His 30-acre family farm grows apricots, peaches, tomatoes, plums and even pluots (a plum and apricot hybrid). During the off-season when the fruit is waiting for that warm sun, SunBlest innovatively sells dried fruits, roasted nuts and jam preserves.
“We have a lot of unique products that you can’t really get anywhere else,” says Marion.
Among their attitude personified fruit are products that mix the sweet and spicy together, like habanero ketchup for those that may not like the taste of regular ketchup. In fact, a woman piped in when looking at some of the jars: “Oh good, because I don’t like things real sweet.”
The farm now only direct markets instead of selling wholesale.

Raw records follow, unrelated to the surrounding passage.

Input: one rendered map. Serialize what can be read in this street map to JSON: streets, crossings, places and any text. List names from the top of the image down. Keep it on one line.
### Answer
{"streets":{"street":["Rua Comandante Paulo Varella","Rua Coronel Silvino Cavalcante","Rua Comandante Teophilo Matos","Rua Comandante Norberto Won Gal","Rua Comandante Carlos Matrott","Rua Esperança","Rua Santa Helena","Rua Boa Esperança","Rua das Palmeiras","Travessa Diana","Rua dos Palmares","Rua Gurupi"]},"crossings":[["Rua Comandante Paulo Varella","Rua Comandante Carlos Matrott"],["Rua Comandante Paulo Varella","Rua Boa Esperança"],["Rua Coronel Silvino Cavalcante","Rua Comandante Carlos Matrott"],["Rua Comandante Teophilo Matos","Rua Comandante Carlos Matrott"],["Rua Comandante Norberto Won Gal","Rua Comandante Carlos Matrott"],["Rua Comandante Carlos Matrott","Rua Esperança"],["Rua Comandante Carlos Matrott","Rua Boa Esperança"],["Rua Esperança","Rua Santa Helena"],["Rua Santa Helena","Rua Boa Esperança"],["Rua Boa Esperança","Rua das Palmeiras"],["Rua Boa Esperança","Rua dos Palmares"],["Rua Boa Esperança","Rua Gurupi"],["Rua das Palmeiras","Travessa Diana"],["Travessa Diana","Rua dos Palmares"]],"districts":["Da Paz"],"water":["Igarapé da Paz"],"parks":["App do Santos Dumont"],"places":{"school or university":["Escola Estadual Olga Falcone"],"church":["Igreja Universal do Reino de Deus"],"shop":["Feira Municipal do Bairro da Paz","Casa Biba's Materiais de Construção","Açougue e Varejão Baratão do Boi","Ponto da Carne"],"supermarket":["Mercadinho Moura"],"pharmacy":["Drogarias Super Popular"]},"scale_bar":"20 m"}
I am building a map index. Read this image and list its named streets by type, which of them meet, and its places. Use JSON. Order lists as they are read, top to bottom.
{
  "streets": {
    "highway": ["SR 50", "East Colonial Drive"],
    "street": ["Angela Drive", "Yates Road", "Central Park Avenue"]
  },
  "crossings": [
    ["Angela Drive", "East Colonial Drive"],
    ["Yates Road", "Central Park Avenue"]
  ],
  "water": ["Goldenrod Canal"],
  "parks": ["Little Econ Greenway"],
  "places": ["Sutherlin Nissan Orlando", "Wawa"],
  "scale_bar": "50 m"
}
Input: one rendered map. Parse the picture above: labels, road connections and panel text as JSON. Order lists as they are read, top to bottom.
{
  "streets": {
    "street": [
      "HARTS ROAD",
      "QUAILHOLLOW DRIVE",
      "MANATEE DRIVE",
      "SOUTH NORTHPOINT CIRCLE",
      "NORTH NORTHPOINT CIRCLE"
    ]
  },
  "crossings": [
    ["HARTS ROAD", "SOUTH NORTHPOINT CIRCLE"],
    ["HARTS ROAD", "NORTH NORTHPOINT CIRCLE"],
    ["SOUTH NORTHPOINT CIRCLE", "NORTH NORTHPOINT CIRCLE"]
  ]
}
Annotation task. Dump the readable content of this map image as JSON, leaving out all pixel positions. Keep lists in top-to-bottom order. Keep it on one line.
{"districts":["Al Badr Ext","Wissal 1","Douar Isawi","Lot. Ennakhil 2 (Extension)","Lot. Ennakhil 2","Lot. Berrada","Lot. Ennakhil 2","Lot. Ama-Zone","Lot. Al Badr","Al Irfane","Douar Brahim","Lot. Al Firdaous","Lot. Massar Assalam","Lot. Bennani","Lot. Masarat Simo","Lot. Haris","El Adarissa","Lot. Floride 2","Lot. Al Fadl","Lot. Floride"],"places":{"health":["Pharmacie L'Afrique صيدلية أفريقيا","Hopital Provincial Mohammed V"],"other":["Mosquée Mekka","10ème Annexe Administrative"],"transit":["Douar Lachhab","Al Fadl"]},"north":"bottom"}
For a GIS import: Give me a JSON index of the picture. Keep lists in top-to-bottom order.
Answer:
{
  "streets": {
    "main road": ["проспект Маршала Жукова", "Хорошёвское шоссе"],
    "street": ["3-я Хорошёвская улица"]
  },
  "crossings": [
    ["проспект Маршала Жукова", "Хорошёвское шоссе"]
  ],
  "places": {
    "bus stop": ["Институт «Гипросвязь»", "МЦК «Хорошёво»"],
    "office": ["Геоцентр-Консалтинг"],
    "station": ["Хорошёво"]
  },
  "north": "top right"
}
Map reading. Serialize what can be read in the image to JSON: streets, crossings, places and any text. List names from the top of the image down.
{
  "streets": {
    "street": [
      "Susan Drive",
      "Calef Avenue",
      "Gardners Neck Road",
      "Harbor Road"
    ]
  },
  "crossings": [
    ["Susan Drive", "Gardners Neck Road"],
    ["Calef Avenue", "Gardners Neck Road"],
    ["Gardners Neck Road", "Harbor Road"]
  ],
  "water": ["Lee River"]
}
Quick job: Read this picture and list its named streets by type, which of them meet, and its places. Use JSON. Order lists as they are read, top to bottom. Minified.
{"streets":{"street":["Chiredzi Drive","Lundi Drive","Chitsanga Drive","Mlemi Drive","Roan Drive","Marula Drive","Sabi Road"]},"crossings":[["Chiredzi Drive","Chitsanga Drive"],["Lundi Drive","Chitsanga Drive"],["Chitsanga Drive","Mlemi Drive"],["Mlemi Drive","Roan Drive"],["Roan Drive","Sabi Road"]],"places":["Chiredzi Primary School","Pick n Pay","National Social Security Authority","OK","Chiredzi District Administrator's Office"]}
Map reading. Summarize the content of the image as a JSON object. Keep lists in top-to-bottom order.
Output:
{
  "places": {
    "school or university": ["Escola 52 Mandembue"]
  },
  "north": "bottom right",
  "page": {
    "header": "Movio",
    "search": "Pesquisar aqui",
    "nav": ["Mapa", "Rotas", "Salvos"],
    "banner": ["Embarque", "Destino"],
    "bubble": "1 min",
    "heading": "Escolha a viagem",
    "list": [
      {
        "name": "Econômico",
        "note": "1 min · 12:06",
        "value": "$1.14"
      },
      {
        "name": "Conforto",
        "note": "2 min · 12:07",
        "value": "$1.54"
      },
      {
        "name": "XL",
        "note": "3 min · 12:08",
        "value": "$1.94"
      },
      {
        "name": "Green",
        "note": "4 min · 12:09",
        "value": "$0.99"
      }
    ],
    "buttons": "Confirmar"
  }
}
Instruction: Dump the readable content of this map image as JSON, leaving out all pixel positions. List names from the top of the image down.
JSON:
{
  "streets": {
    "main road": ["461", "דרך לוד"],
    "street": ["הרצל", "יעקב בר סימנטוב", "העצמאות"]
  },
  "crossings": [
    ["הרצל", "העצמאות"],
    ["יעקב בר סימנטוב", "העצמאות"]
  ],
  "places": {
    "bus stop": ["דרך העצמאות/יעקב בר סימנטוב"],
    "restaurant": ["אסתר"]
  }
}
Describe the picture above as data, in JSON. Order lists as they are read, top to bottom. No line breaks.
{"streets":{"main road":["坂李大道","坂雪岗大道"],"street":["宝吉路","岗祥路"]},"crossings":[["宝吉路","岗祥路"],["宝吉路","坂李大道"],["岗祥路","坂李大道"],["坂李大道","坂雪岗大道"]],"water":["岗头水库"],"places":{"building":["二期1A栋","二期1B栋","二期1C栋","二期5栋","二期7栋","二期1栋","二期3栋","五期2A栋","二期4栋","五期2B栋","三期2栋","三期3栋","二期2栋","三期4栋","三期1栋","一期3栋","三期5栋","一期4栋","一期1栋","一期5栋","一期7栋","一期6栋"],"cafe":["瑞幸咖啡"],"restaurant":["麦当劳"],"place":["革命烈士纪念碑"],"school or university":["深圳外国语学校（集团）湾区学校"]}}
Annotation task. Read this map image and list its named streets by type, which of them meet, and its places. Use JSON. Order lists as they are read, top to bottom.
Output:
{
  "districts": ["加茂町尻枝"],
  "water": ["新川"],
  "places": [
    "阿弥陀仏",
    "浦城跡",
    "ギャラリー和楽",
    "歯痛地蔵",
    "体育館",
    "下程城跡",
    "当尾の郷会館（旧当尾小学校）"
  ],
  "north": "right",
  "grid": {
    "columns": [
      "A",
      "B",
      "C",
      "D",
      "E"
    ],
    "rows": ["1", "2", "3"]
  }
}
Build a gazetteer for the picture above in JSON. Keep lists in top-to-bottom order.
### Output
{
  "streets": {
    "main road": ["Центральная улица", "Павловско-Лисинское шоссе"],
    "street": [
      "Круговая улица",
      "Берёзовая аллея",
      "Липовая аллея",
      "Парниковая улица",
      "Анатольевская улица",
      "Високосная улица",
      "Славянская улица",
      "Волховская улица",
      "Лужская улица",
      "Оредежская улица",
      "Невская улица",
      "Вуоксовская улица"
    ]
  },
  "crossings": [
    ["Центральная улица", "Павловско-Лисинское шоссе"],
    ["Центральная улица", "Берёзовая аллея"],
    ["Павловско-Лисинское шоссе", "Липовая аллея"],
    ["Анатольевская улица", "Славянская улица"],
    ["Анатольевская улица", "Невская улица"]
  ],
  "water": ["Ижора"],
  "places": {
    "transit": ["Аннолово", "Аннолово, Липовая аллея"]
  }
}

Like other farmers that I’ve spoken with at the market, they gave up because the profit was too low.
“We were just getting less. The price was lower so we were getting less back. It’s harder to stay in business unless you’re real, real big,” he said.
A small to medium size farm, he said, can actually make more money by scaling down and direct marketing. A prime example seen at this bustling farmers market that even on overcast days, still has loyal shoppers.
Keeping the family business alive after Marion’s father started selling to farmers markets 20 years ago, Marion’s wife, son and sister all play some role in the farm. They travel to about six markets in the off season and up to 15 in season all over California. Other farmers markets include one in Sacramento’s Cesar Chavez Park and the Davis Farmers Market in Central Park.
SunBlest also does mail-in orders through their sunblestorchards.com website and even have a farm store on their ranch available by appointment. They currently make about 200 bottles a week, which translates into 10-15 cases, among the dried packages and roasted nuts.
Marion’s recommendation: try the Hot ‘Cot Pepper Sauce as a glaze over roasted chicken or fish, or with cream cheese on a cracker. I tried it myself on chicken and even whole wheat toast and it served true to its name. Sweet, but with a whole lot of flavorful kicks.